Tarih kitaplarında sıklıkla karanlık çağlar olarak anılan Orta Çağ dönemi, hijyen alışkanlıkları konusunda pek çok yanlış bilgiye sahne oluyor. Yaygın inanışın aksine, bu dönemde insanlar temizliğe tamamen kayıtsız değillerdi. Ancak dönemin tıbbi anlayışı ve sosyal normları, günümüzdeki temizlik algısından oldukça farklı bir tablo çiziyordu.
Sabunun İlginç Kullanım Alanları
Orta Çağ'da sabun kesinlikle bilinen ve üretilen bir maddedir. Ancak günümüzdeki gibi kişisel temizlik için değil, daha çok tekstil ürünlerinin temizliğinde kullanılıyordu. Hayvan yağları, odun külü ve kireç gibi maddelerin karışımından elde edilen sabun, insan cildi için oldukça sert ve tahriş ediciydi.
Bu dönemde "yumuşak sabun" olarak adlandırılan tür dahi, öncelikle keten çamaşırların yıkanması için tercih ediliyordu. İnsanlar yüz ve el temizliğine önem verse de, vücutlarını sabunla yıkamak hem cilt sağlığı açısından riskli görülüyor hem de dönemin hijyen anlayışına uymuyordu.

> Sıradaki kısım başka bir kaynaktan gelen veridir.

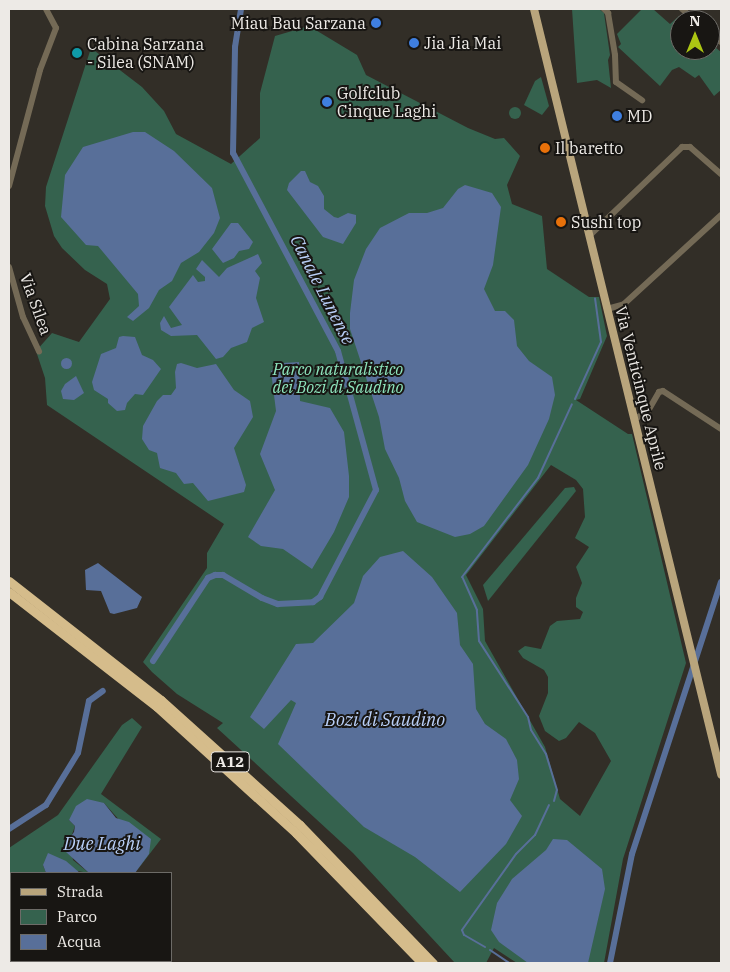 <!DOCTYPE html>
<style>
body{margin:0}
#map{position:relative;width:730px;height:972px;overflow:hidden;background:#322e27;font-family:"IBM Plex Serif",serif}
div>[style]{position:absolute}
.green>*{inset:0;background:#35624e}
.round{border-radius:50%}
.water>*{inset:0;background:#586f99}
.stream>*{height:2px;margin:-1px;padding:0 1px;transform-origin:1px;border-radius:1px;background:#586f99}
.canal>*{height:6px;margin:-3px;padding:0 3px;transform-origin:3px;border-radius:3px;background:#586f99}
.minor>*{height:6px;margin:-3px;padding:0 3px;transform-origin:3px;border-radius:3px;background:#746a56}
.major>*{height:8px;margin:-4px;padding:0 4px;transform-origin:4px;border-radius:4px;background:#b9a57c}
.highway>*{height:9px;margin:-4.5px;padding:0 4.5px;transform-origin:4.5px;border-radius:4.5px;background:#d5bc8b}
.dots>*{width:14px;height:14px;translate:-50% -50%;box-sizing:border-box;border:2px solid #181613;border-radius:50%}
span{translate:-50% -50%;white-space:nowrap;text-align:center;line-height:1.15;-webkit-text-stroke:4px #181613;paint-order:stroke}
.shield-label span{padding:1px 4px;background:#181613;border:1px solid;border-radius:4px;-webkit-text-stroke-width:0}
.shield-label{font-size:15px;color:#edeae6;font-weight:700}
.poi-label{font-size:16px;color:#edeae6}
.right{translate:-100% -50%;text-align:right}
.left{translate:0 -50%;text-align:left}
.street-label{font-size:16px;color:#edeae6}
.park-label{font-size:16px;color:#8ee5bd;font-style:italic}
.water-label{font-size:18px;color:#b9cff7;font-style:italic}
.frame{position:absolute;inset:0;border:10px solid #edeae6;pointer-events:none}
.legend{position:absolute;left:10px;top:872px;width:162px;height:90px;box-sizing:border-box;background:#181613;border:1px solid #6d6b67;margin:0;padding:6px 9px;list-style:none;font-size:15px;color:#edeae6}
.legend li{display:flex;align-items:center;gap:10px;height:25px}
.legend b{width:25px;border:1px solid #6d6b67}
.north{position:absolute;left:670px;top:10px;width:50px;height:50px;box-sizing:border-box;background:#181613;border:1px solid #6d6b67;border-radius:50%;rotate:0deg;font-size:14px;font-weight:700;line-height:20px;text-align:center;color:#edeae6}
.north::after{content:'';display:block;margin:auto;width:18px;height:22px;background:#acc613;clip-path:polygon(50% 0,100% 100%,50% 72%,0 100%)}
</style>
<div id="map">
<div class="green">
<i style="clip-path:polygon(572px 9px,599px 9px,604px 13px,610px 55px,608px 60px,611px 88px,597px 80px,577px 83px)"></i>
<i style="clip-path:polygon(642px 9px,653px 9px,670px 24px,679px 16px,684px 20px,680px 20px,680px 50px,710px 50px,710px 43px,721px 52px,721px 90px,714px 96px,699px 75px,695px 78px,679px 67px,672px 70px,660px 86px,618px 47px,621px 44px,617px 34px)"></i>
<i style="clip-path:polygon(evenodd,309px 26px,357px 55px,366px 75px,468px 128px,495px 139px,504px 138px,520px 156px,507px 185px,512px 204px,542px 216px,547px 269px,589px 297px,599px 297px,607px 336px,580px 399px,576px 400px,628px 434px,632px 434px,686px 663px,623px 859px,604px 963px,517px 963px,494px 948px,486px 963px,455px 963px,353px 853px,217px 728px,223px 723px,177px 694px,152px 672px,143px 662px,207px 568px,207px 553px,224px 524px,47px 405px,45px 378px,36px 351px,52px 333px,79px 342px,110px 299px,107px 284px,85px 270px,62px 248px,54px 236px,45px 206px,46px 187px,91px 48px,142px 87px,164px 111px,176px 134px,231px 164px,260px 138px,260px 93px,275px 36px,309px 26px,551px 465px,576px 480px,583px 489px,585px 517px,575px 538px,589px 547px,576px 567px,582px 583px,576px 598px,576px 607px,583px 612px,580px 619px,557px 621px,550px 626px,541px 649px,525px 646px,518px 651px,523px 658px,544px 670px,548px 677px,548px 693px,539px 716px,545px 731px,559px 741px,566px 738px,579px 722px,595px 733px,611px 761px,580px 816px,560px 799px,545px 747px,485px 641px,483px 609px,466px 575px,551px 465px)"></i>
<i style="clip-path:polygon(541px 77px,549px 106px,542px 115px,524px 105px,535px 81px)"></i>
<i class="round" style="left:509px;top:107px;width:12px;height:12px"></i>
<i style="clip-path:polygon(574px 487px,576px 491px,488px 601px,483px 585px,565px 488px)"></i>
<i style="clip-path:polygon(132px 718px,142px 727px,101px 794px,161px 839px,135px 873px,149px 853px,104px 803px,69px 820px,75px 826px,70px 840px,73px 860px,89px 873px,43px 865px,46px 873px,11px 873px,11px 920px,9px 919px,9px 848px,58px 815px,122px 725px)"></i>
</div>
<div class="water">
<i style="clip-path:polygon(133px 132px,145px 132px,174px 151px,212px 188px,220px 218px,214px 233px,199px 252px,181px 263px,172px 281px,159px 290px,149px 308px,133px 321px,127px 317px,139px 306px,138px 294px,98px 246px,86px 245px,61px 217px,65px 175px,83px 147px)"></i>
<i style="clip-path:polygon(301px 171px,305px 171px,310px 182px,318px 186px,324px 196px,324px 209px,334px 217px,338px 218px,348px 213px,356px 215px,356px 223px,343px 244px,323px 237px,287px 190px,289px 183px)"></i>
<i style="clip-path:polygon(465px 185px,492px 193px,501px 207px,493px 265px,484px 289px,495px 311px,505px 311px,514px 320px,517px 346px,529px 361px,552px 377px,555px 395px,549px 419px,528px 465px,484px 526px,470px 534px,455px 537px,417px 522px,405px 501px,399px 478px,385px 449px,379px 417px,350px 329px,350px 313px,354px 280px,366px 249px,380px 228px,409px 213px,427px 213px,443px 208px,458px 189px)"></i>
<i style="clip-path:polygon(231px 223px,238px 223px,253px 242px,249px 249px,239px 251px,234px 258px,223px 263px,212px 249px)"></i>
<i style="clip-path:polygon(258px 254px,262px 263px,255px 271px,260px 278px,256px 298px,264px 322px,252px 328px,247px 342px,231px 348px,223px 357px,216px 359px,197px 335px,171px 336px,161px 330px,160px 323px,164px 316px,171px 328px,182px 325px,169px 307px,193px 275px,198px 282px,205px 281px,205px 277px,196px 269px,202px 260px,219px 277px,227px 268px)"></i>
<i style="clip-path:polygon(123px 336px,135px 337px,142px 355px,153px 360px,161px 369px,143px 395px,135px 394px,127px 403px,125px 410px,117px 411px,108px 403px,108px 399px,94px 390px,92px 382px,101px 354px,116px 348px,119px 337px)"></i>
<i class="round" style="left:60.5px;top:357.5px;width:11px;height:11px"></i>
<i style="clip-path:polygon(299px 362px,300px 401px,330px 408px,344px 432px,349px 476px,349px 497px,334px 532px,312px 569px,283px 549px,261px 546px,248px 537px,275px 490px,260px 454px,276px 411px,271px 371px,283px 363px)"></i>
<i style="clip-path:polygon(181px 363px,197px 368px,216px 364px,234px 390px,250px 401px,253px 417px,234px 448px,246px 485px,244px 492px,208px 501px,193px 483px,184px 484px,176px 473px,160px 468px,157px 453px,149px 450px,142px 439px,143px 426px,157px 401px,163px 395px,171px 395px,176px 388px,175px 372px,177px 364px)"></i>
<i style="clip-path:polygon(76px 376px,84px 393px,74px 400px,63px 399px,61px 391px,65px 384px)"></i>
<i style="clip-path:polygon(403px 551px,432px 577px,457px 613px,460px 645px,473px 664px,476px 709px,485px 724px,506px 739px,517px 760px,519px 779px,510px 800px,522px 816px,506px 844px,460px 892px,415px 857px,364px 827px,278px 744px,296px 703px,291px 700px,264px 729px,250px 717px,296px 644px,313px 643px,354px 603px,363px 576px,380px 557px)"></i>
<i style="clip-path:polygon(98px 563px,142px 597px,137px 608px,114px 614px,110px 613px,101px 591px,86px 590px,85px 570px)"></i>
<i style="clip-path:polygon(87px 799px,104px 803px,116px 818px,129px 822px,151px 839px,149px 854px,135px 873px,89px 873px,66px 852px,64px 846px,74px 832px,75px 826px,69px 820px,76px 806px)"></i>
<i style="clip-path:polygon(553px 839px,567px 840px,602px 869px,605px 889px,588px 963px,528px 963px,499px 942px,491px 930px,497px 903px,512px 879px,546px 850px)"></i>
<i style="clip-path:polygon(48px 853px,66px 861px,80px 873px,46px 873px,43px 865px)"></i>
</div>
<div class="stream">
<i style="left:575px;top:399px;width:63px;rotate:-65.5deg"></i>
<i style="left:601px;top:342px;width:44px;rotate:-97.8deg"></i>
<i style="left:554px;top:801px;width:11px;rotate:-75deg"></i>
<i style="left:557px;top:790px;width:38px;rotate:-107deg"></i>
<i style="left:546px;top:754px;width:28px;rotate:-122deg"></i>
<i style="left:531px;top:730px;width:13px;rotate:-103deg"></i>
<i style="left:528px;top:717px;width:90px;rotate:-122.8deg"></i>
<i style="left:479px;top:641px;width:31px;rotate:-94deg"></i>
<i style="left:477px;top:610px;width:36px;rotate:-114deg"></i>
<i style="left:462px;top:577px;width:125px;rotate:-52.5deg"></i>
<i style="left:538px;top:478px;width:81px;rotate:-65.3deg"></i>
<i style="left:485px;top:947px;width:24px;rotate:-150deg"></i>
<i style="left:464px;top:935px;width:5px;rotate:-112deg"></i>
<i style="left:462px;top:930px;width:93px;rotate:-54.6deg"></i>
<i style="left:516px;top:854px;width:27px;rotate:-45deg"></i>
<i style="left:535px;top:835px;width:33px;rotate:-65deg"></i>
<i style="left:490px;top:950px;width:23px;rotate:34deg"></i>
</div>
<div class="canal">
<i style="left:153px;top:661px;width:100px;rotate:-56.5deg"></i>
<i style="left:208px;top:578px;width:8px;rotate:-23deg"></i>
<i style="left:215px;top:575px;width:8px"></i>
<i style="left:223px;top:575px;width:45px;rotate:30.5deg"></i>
<i style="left:262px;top:598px;width:17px;rotate:21deg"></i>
<i style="left:278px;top:604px;width:35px;rotate:-3deg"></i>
<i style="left:313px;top:602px;width:9px;rotate:-36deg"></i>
<i style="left:320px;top:597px;width:121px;rotate:-62.4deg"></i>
<i style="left:376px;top:490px;width:144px;rotate:-105.3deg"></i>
<i style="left:338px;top:351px;width:224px;rotate:-117.9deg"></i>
<i style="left:233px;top:153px;width:106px;rotate:-88.9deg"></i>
<i style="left:235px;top:47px;width:38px;rotate:-81deg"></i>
<i style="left:9px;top:829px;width:44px;rotate:-33deg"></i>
<i style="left:46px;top:805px;width:61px;rotate:-58.4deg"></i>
<i style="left:78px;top:753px;width:53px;rotate:-78.1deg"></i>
<i style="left:89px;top:701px;width:17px;rotate:-36deg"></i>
<i style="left:610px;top:963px;width:111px;rotate:-78.6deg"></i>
<i style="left:632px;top:854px;width:286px;rotate:-71.9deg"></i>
</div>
<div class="minor">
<i style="left:604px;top:9px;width:6px;rotate:45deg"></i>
<i style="left:608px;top:13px;width:43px;rotate:80.5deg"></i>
<i style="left:615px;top:55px;width:27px;rotate:88deg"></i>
<i style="left:616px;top:82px;width:32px;rotate:35deg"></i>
<i style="left:682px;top:9px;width:17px;rotate:40deg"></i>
<i style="left:710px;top:33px;width:14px;rotate:39deg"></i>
<i style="left:9px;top:186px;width:120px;rotate:-75deg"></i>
<i style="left:40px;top:70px;width:45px;rotate:-69.1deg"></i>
<i style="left:56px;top:28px;width:21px;rotate:-118deg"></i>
<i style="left:589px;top:236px;width:129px;rotate:-43.7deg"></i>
<i style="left:682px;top:147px;width:8px"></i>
<i style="left:690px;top:147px;width:41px;rotate:41.1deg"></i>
<i style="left:9px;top:267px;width:52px;rotate:74.4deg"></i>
<i style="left:23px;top:317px;width:38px;rotate:65deg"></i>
<i style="left:607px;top:309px;width:18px;rotate:-16deg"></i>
<i style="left:624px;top:304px;width:132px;rotate:-42.5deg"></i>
<i style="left:635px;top:419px;width:15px;rotate:-32deg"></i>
<i style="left:648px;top:411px;width:22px;rotate:-60deg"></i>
<i style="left:659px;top:392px;width:4px;rotate:-14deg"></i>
<i style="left:663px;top:391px;width:69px;rotate:33.2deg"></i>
</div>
<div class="major">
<i style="left:534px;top:9px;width:788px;rotate:76.26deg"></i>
</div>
<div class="highway">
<i style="left:9px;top:581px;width:193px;rotate:38.1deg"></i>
<i style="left:161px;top:700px;width:187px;rotate:42deg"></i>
<i style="left:300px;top:825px;width:192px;rotate:46.1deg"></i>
<i style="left:9px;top:592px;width:187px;rotate:37.8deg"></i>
<i style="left:157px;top:707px;width:188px;rotate:42.2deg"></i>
<i style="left:296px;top:833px;width:181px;rotate:45.9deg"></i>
</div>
<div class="dots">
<i style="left:376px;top:23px;background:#3f7fe0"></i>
<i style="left:414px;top:43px;background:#3f7fe0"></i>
<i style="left:77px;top:53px;background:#0f9aa8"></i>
<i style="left:327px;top:102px;background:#3f7fe0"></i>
<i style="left:617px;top:116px;background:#3f7fe0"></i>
<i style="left:545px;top:148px;background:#e8710a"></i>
<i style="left:561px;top:222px;background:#e8710a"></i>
</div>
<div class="shield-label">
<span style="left:230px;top:762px">A12</span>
</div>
<div class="poi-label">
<span class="right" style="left:366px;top:23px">Miau Bau Sarzana</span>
<span class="left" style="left:424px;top:43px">Jia Jia Mai</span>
<span class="left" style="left:87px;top:53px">Cabina Sarzana<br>- Silea (SNAM)</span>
<span class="left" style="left:337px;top:102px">Golfclub<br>Cinque Laghi</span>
<span class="left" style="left:627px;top:116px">MD</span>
<span class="left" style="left:555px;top:148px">Il baretto</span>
<span class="left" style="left:571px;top:222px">Sushi top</span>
</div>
<div class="street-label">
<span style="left:36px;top:304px;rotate:70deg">Via Silea</span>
<span style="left:641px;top:388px;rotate:76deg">Via Venticinque Aprile</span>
</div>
<div class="park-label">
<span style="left:338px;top:378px">Parco naturalistico<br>dei Bozi di Saudino</span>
</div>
<div class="water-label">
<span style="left:322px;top:290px;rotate:63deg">Canale Lunense</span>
<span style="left:385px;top:720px">Bozi di Saudino</span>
<span style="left:102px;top:844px">Due Laghi</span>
</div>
<div class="frame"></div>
<ul class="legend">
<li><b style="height:6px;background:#b9a57c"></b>Strada</li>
<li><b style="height:14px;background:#35624e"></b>Parco</li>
<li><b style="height:14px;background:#586f99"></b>Acqua</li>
</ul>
<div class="north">N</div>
</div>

Veba Salgını ve Su Korkusu
Orta Çağ temizlik anlayışını en çok etkileyen faktör, hiç şüphesiz Kara Veba salgını oldu. Dönemin doktorları, sıcak suyla yıkanmanın ciltteki gözenekleri açtığına ve bu açılan gözeneklerden "kötü hava"nın (miyasma) vücuda girdiğine inanıyordu.
Bu tıbbi inanış, insanları sudan uzaklaştıran en önemli etkenlerden biriydi. Vücudu tamamen suya sokmak ve sabunla temizlemek, hastalığa davetiye çıkaran tehlikeli bir eylem olarak görülmeye başlandı. Bu nedenle sabun kullanıp yıkanmak, bir ayıptan ziyade hayati risk taşıyan bir davranış olarak algılanıyordu.
Hamam Kültürü ve Ahlaki Değişim
Erken Orta Çağ'da oldukça yaygın olan halk hamamları, zamanla sadece temizlenme mekanları olmaktan çıkarak farklı bir kimliğe büründü. Bu mekanlar, fuhuş ve ahlaka aykırı davranışlar ile anılmaya başlayınca, Kilise ve yetkililer tarafından ahlaki yozlaşmanın merkezi olarak görülmeye başlandı.
Bu dönüşüm, hamamlara gitme alışkanlığının toplum içinde hoş karşılanmamasına neden oldu. Yani sabunlanmak veya yıkanmak eyleminin kendisinden çok, bu eylemin gerçekleştirildiği kamusal alanlar "ayıp" ve günahkar kabul edildi.
Modern araştırmalar gösteriyor ki, Orta Çağ insanı sanıldığı kadar temizlikten uzak değildi. Ancak dönemin tıbbi inançları, sosyal normları ve salgın hastalıkların yarattığı korku, hijyen anlayışını şekillendiren temel faktörler oldu. Sabunun kişisel temizlikten çok çamaşır temizliğinde kullanılması, veba korkusuyla sudan kaçınılması ve hamam kültürünün değişmesi, bu dönemin hijyen anlayışını bugünden oldukça farklı kılıyor.